__Directions for this task__
Retype exactly what runs from the first line of the data to the line with "2px #979084) drop-shadow(0", keeping both of those lines and skipping pictures.

__Exercise inputs__
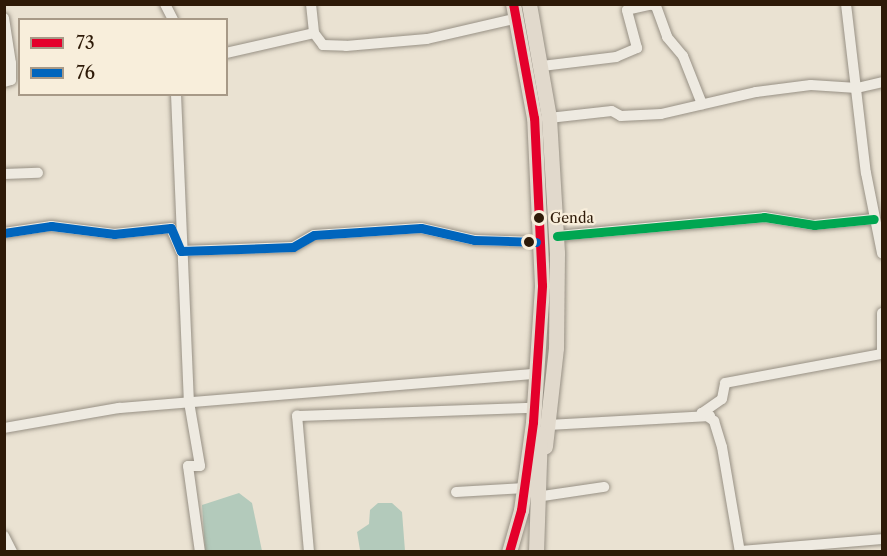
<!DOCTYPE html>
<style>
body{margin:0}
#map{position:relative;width:887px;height:556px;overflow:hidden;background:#eae2d2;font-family:"Libre Caslon Text",serif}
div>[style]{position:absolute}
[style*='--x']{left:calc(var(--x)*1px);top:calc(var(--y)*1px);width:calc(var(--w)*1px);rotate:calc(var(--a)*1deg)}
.water>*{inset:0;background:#b3cabb}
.roads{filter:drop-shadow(0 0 2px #979084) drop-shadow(0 0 2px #979084)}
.minor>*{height:10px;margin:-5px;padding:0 5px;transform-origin:5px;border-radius:5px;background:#eeeae1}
.highway>*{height:15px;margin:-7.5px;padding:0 7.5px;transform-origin:7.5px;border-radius:7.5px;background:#e1d9cc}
.bus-1>*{height:9px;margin:-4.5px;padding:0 4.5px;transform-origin:4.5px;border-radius:4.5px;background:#e4002b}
.bus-2>*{height:9px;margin:-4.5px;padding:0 4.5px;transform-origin:4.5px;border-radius:4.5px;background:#0065bd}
.bus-3>*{height:9px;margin:-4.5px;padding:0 4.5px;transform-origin:4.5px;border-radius:4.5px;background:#00a651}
.dots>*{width:16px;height:16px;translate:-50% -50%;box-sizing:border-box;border:3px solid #f8eedb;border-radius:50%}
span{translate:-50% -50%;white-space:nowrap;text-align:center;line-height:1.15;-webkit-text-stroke:4.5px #f8eedb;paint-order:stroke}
.bus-label{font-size:14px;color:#2e1a08}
.left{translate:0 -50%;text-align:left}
.frame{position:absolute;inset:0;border:6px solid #2e1a08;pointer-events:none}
.legend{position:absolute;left:18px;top:18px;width:210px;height:78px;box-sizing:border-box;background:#f8eedb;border:2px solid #a79987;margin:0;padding:8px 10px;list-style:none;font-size:18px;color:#2e1a08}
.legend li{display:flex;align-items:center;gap:12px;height:30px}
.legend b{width:30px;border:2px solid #a79987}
</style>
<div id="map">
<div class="water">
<div style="clip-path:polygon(239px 493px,252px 503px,262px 551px,205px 551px,202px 505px)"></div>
<div style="clip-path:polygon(378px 503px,392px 503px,402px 512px,405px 551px,360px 550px,357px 532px,369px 524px,370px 510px)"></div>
</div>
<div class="roads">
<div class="minor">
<div style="--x:165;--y:4;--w:18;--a:63"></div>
<div style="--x:311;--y:4;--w:29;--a:84"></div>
<div style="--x:648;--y:4;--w:8;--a:14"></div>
<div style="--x:656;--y:6;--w:33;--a:70"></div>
<div style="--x:667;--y:37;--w:25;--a:50"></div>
<div style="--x:683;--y:56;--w:52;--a:68.4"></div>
<div style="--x:846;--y:4;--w:170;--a:83.3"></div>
<div style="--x:866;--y:173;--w:82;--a:78.7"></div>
<div style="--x:4;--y:18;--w:46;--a:81.2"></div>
<div style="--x:11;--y:63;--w:17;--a:90"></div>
<div style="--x:11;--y:80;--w:7;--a:164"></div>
<div style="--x:226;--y:53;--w:90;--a:-12.8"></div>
<div style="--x:314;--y:33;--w:15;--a:53"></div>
<div style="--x:323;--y:45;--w:23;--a:2"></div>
<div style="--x:346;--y:46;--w:81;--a:-4.9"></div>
<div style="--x:427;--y:39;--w:84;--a:-13"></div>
<div style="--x:542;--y:66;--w:75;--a:-6.9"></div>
<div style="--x:616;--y:57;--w:23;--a:-23"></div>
<div style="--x:637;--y:48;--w:39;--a:-105"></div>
<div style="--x:627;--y:10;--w:23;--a:-13"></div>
<div style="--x:176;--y:94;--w:308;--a:87.6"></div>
<div style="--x:189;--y:402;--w:65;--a:80.2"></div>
<div style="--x:200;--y:466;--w:12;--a:180"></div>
<div style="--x:188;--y:466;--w:87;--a:82.1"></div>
<div style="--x:549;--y:118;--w:63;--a:-6.3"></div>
<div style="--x:612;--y:111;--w:10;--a:29"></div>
<div style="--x:621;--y:116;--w:40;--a:-2.9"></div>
<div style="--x:661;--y:114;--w:98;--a:-13"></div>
<div style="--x:756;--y:92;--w:55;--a:-7.3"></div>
<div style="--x:811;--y:85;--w:46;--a:3.7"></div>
<div style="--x:857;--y:88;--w:26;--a:-13"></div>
<div style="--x:4;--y:174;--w:34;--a:-2"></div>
<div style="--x:4;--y:233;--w:48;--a:-8.5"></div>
<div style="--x:51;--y:226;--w:64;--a:7.2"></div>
<div style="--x:114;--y:234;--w:57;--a:-6"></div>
<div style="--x:171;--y:228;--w:25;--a:67"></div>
<div style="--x:181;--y:251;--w:112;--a:-2"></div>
<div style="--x:293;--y:247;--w:24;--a:-30"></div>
<div style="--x:314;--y:235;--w:107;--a:-3.7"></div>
<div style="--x:421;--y:228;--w:54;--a:12.8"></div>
<div style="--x:474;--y:240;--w:62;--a:1.8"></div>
<div style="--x:557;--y:236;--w:208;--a:-5.2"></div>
<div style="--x:764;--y:217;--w:51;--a:9.1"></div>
<div style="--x:814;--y:225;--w:60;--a:-5.7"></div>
<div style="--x:882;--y:313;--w:39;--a:90"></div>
<div style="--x:703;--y:413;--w:14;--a:36"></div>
<div style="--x:714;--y:421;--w:27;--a:73"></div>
<div style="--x:722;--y:447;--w:107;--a:80.3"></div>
<div style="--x:548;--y:425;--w:162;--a:-3.2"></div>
<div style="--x:710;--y:416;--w:9;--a:-159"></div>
<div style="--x:702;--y:413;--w:24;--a:-35"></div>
<div style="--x:722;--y:399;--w:16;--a:-79"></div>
<div style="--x:725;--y:383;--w:160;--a:-10.5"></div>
<div style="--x:4;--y:428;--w:117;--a:-9.9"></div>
<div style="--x:119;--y:408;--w:413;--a:-4.7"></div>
<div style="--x:456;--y:492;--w:69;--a:-3.3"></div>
<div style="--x:536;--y:497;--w:69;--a:-8.4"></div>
<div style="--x:4;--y:536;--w:18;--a:63"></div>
<div style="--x:740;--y:551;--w:143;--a:-4.8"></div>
<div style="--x:309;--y:552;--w:137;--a:-95"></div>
<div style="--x:297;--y:416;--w:231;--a:-2"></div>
</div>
<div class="highway">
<div style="--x:529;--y:4;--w:116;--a:80"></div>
<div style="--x:549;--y:118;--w:135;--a:86.6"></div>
<div style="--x:557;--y:253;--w:95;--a:90.6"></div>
<div style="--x:556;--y:348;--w:99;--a:96.4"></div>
<div style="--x:509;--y:552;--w:44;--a:-74.1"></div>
<div style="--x:521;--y:510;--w:89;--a:-82.2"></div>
<div style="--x:533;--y:422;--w:137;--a:-86.2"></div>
<div style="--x:542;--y:285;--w:167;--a:-92.7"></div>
<div style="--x:534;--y:118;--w:116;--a:-100.4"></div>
<div style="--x:536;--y:552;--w:118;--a:-88.1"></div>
</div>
</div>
<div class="bus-1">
<div style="--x:509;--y:552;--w:44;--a:-74.1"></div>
<div style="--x:521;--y:510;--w:89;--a:-82.2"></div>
<div style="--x:533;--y:422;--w:137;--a:-86.2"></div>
<div style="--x:542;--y:285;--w:167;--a:-92.7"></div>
<div style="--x:534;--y:118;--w:116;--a:-100.4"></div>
</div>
<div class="bus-2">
<div style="--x:4;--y:233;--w:48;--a:-8.5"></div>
<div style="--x:51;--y:226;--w:64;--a:7.2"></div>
<div style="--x:114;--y:234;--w:57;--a:-6"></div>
<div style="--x:171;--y:228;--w:25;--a:67"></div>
<div style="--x:181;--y:251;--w:112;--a:-2"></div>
<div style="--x:293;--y:247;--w:24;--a:-30"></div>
<div style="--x:314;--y:235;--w:107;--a:-3.7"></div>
<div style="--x:421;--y:228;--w:54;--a:12.8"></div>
<div style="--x:474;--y:240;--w:62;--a:1.8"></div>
</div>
<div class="bus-3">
<div style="--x:557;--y:236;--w:208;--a:-5.2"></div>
<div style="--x:764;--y:217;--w:51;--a:9.1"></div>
<div style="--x:814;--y:225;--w:60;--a:-5.7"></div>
</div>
<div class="dots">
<div style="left:539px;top:218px;background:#2e1a08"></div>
<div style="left:529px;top:242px;background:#2e1a08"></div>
</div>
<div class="bus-label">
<span class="left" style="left:550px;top:218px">Genda</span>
</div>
<div class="frame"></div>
<ul class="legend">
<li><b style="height:8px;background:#e4002b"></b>73</li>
<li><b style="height:8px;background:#0065bd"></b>76</li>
</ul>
</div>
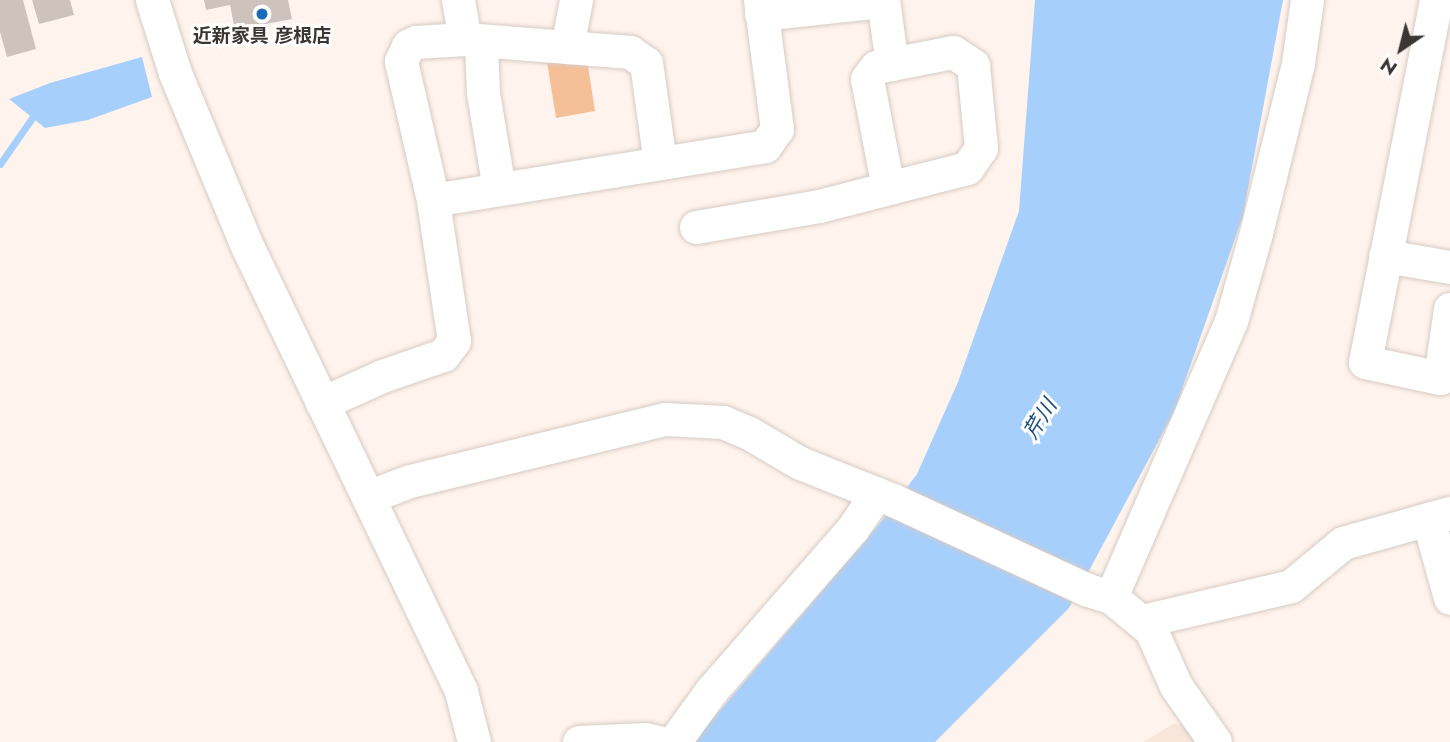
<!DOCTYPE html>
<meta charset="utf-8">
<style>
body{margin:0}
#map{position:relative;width:1450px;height:742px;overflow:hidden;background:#fff4ed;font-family:Jost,"Noto Sans JP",sans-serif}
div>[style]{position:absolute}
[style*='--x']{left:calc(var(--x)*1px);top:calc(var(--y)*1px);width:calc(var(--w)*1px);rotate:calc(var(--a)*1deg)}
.built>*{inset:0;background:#f8e6da}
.green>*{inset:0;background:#f5bf98}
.water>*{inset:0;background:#a7cffc}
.stream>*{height:7px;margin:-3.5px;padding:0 3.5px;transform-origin:3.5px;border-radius:3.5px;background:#a7cffc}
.building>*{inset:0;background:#cec3bc}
.roads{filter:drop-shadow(0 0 2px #d6cbc4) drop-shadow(0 0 2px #d6cbc4)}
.minor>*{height:33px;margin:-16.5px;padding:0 16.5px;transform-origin:16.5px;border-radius:16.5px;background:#fff}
.dots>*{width:19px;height:19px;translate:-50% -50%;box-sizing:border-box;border:4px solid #fff;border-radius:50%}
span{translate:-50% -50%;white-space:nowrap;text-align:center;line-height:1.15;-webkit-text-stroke:6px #fff;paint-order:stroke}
.poi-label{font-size:19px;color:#3b3633;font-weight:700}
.water-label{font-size:21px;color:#184b7e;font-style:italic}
.north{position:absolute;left:1366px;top:14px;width:70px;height:70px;-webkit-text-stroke:5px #fff;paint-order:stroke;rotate:215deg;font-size:19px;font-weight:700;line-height:28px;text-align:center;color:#3b3633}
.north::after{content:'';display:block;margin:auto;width:24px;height:32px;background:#3b3633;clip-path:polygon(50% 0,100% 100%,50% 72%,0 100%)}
</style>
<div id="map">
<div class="built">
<i style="clip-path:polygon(1173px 724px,1194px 727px,1203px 742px,1143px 742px)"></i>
</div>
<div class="green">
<i style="clip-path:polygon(546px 56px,587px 59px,595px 111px,556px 118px)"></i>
</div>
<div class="water">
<i style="clip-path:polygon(1035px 0,1283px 0,1243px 216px,1174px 412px,1069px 608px,935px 742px,693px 742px,880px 523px,917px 474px,958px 382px,1019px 211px)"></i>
<i style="clip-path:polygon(142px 57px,152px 97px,88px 120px,45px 128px,9px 99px,50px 83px)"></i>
</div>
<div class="stream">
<i style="--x:0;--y:164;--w:56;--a:-55.2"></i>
</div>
<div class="building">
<i style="clip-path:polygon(0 0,23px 0,36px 49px,7px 57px,0 32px)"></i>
<i style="clip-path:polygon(32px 0,70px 0,74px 15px,39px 24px)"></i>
<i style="clip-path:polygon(204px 0,288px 0,292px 19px,235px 30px,230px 5px,206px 10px)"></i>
</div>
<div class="roads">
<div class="minor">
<i style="--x:152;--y:0;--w:77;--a:72.5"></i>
<i style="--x:175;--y:73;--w:190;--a:67.4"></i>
<i style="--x:248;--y:248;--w:492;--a:64.3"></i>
<i style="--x:461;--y:691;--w:53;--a:75.7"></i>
<i style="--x:458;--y:0;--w:40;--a:80"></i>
<i style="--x:883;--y:0;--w:65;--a:82"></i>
<i style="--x:1436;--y:0;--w:369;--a:101.1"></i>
<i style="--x:1365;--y:362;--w:77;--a:12"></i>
<i style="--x:1440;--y:378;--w:70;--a:-81.8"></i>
<i style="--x:761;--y:14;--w:123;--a:-6.1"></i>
<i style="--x:481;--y:41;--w:52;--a:87.8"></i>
<i style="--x:483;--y:93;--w:97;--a:80.5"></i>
<i style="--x:567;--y:47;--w:48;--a:-79.2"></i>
<i style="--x:433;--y:200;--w:336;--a:-9.2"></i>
<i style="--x:765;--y:146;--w:21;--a:-55"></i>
<i style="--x:777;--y:129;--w:130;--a:-97.5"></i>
<i style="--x:696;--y:227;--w:125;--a:-9.7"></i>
<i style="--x:819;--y:206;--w:153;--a:-14.4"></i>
<i style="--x:967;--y:168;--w:24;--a:-55"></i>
<i style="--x:981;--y:148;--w:83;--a:-95.5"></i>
<i style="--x:973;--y:65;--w:24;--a:-147"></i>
<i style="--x:953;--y:52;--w:78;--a:169"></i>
<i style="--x:876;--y:67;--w:15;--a:127"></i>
<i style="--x:867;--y:79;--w:111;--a:79.1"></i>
<i style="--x:1385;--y:256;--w:66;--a:9.6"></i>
<i style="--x:322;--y:403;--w:66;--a:-24.2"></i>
<i style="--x:382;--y:376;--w:65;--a:-19"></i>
<i style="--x:443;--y:355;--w:18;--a:-52"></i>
<i style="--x:454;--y:341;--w:143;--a:-98.5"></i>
<i style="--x:433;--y:200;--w:143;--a:-103"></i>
<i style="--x:401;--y:61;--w:17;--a:-65"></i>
<i style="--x:408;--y:46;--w:9;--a:-27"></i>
<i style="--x:416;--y:42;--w:49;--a:-3.5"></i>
<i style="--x:465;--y:39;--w:166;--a:4.5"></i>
<i style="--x:630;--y:52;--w:19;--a:35"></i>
<i style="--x:646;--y:63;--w:101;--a:82"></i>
<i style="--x:368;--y:497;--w:45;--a:-20.9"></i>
<i style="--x:410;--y:481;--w:262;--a:-13.7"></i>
<i style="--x:665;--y:419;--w:58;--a:3"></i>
<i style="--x:723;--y:422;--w:28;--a:23"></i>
<i style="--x:749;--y:433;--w:59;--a:30.5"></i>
<i style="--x:800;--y:463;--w:100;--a:21.7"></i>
<i style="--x:893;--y:500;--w:215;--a:24.8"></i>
<i style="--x:1088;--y:590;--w:24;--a:17"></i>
<i style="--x:1111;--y:597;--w:52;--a:39.5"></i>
<i style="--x:1151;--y:630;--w:61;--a:65.9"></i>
<i style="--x:1176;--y:686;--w:68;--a:55.1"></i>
<i style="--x:1428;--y:519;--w:82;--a:74.4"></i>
<i style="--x:1111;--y:597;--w:301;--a:-66.5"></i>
<i style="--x:1231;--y:321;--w:91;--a:-74.1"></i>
<i style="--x:1256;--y:233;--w:175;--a:-76.1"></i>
<i style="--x:1298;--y:63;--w:64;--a:-81.9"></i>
<i style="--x:1142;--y:621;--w:153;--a:-13.2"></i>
<i style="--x:1291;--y:586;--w:67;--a:-39.6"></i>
<i style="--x:1343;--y:543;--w:111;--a:-15.7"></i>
<i style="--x:579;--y:742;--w:66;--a:-2.6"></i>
<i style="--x:645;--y:739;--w:13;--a:13"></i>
<i style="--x:674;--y:742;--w:63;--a:-54"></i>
<i style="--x:711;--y:691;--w:216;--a:-48.9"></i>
<i style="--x:853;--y:528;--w:42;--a:-55.6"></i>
</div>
</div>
<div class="dots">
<i style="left:262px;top:14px;background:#176bb9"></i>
</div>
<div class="poi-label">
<span style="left:262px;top:36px">近新家具 彦根店</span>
</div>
<div class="water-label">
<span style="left:1040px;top:419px;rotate:-58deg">芹川</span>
</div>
<div class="north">N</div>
</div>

__Reply__
<!DOCTYPE html>
<style>
body{margin:0}
#map{position:relative;width:887px;height:556px;overflow:hidden;background:#eae2d2;font-family:"Libre Caslon Text",serif}
div>[style]{position:absolute}
[style*='--x']{left:calc(var(--x)*1px);top:calc(var(--y)*1px);width:calc(var(--w)*1px);rotate:calc(var(--a)*1deg)}
.water>*{inset:0;background:#b3cabb}
.roads{filter:drop-shadow(0 0 2px #979084) drop-shadow(0 0 2px #979084)}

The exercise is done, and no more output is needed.